Biodiesel fuel: Out of the frying pan into a vehicle

By ETX Studio | 9 August 2021


PARIS: Running vehicles on used frying oil is a no-brainer for Gecco in Lille. Using a patented process, it enables this food waste to be recovered and converted into biodiesel.

In France's northernmost regions, chips are considered an institution. Belgians, Walloons, the Flemish and the Dutch, each lay claim to the invention of these fried strips of potato.

In fact, the inhabitants of Hauts-de-France use some 5,000 litres of frying oil each year. Seldom reused, this oil quickly ends up in our pipes. The water in the cities' pipes is highly polluted as a result and requires treatment that costs several hundred thousand euros.



Gecco was created with the aim of benefiting ecological and interdependent transition, by offering solutions for the local and innovative recovery of waste, thus helping to reduce it. Since 2007, Gecco has specialized in catering waste.
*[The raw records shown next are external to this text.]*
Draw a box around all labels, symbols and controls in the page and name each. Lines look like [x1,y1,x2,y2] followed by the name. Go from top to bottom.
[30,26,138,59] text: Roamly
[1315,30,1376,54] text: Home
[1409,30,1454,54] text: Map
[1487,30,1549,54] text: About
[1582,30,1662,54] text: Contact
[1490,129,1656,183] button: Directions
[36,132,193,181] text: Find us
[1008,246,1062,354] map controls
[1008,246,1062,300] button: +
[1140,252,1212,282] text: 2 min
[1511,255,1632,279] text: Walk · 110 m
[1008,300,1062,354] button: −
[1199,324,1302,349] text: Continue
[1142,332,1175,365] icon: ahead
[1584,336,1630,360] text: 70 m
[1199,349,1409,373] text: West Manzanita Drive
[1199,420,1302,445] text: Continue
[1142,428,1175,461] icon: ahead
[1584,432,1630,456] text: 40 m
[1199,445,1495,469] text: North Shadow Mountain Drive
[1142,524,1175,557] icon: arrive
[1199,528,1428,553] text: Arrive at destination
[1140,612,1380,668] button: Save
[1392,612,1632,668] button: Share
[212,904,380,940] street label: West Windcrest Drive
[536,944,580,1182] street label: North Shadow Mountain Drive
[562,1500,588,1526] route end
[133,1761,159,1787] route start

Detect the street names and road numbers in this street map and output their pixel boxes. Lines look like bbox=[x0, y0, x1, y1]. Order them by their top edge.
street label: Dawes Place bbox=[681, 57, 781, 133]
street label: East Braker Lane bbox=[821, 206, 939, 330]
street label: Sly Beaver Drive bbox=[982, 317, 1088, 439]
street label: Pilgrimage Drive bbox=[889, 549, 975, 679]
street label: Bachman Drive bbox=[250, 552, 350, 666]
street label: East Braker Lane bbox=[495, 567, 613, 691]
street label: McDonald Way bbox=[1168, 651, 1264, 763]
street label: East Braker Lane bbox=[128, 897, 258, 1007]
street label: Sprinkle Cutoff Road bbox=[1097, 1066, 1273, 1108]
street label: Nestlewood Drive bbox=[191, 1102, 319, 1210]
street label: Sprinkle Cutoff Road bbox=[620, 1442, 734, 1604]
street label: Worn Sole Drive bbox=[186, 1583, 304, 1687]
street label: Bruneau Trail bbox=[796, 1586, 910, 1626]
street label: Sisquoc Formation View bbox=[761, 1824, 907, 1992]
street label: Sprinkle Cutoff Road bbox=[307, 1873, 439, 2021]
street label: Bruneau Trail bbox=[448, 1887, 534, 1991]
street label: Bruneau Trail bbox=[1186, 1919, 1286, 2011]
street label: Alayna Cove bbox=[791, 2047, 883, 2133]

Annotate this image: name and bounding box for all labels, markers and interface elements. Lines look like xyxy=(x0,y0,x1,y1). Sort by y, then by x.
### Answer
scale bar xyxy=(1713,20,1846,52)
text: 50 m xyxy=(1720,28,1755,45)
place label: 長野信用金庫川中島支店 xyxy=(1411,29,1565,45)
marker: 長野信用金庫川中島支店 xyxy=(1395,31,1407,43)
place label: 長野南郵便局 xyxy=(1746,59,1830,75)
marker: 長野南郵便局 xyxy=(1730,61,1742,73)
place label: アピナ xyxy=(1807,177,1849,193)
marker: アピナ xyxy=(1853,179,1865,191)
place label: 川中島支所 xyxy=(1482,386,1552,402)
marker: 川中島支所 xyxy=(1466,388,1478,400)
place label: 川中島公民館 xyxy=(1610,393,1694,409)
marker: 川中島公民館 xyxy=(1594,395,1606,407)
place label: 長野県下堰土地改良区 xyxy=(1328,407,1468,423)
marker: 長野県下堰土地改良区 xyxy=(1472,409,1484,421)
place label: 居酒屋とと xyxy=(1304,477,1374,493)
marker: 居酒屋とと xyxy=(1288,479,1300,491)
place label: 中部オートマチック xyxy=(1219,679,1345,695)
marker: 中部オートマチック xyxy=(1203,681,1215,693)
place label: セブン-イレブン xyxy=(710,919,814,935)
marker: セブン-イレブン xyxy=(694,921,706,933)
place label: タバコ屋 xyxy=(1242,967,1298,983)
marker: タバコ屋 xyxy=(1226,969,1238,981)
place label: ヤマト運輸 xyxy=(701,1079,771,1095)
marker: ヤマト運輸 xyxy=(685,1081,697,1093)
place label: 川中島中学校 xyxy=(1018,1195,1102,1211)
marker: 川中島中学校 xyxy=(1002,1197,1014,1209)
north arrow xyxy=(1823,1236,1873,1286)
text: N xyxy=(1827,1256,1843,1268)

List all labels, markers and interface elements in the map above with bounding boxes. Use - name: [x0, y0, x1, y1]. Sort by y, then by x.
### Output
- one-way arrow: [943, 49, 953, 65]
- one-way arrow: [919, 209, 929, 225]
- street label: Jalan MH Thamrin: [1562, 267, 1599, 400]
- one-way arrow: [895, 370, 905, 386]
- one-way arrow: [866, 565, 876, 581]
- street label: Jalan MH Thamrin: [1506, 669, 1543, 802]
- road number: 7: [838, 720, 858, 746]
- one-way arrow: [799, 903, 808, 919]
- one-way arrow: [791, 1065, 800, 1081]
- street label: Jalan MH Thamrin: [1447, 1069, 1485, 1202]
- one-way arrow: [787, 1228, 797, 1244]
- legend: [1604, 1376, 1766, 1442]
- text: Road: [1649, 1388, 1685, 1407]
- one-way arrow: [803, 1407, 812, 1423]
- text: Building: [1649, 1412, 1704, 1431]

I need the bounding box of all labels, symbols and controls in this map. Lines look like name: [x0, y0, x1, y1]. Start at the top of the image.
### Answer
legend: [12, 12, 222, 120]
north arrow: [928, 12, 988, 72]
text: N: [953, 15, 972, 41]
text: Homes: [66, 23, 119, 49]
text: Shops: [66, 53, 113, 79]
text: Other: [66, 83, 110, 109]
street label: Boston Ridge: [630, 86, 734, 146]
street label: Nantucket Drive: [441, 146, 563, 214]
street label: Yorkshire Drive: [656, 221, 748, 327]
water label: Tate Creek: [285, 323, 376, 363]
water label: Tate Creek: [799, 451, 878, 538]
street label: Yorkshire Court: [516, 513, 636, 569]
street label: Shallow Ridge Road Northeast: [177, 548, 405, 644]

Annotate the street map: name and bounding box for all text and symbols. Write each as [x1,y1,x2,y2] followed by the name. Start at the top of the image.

In this way, the Lille-based company has been recovering cooking oil from businesses and individuals to recycle into biodiesel. Today, it recovers oil from over 2,050 establishments, collecting some 4,000 tonnes of waste in 2019.

Once collected, the oil is treated, filtered and mixed with ethanol. Up to 30% of it can be incorporated into a traditional diesel fuel. Consequently, the company's director, Michel Milaeres, plans to operate his business according to an interdependent, social model.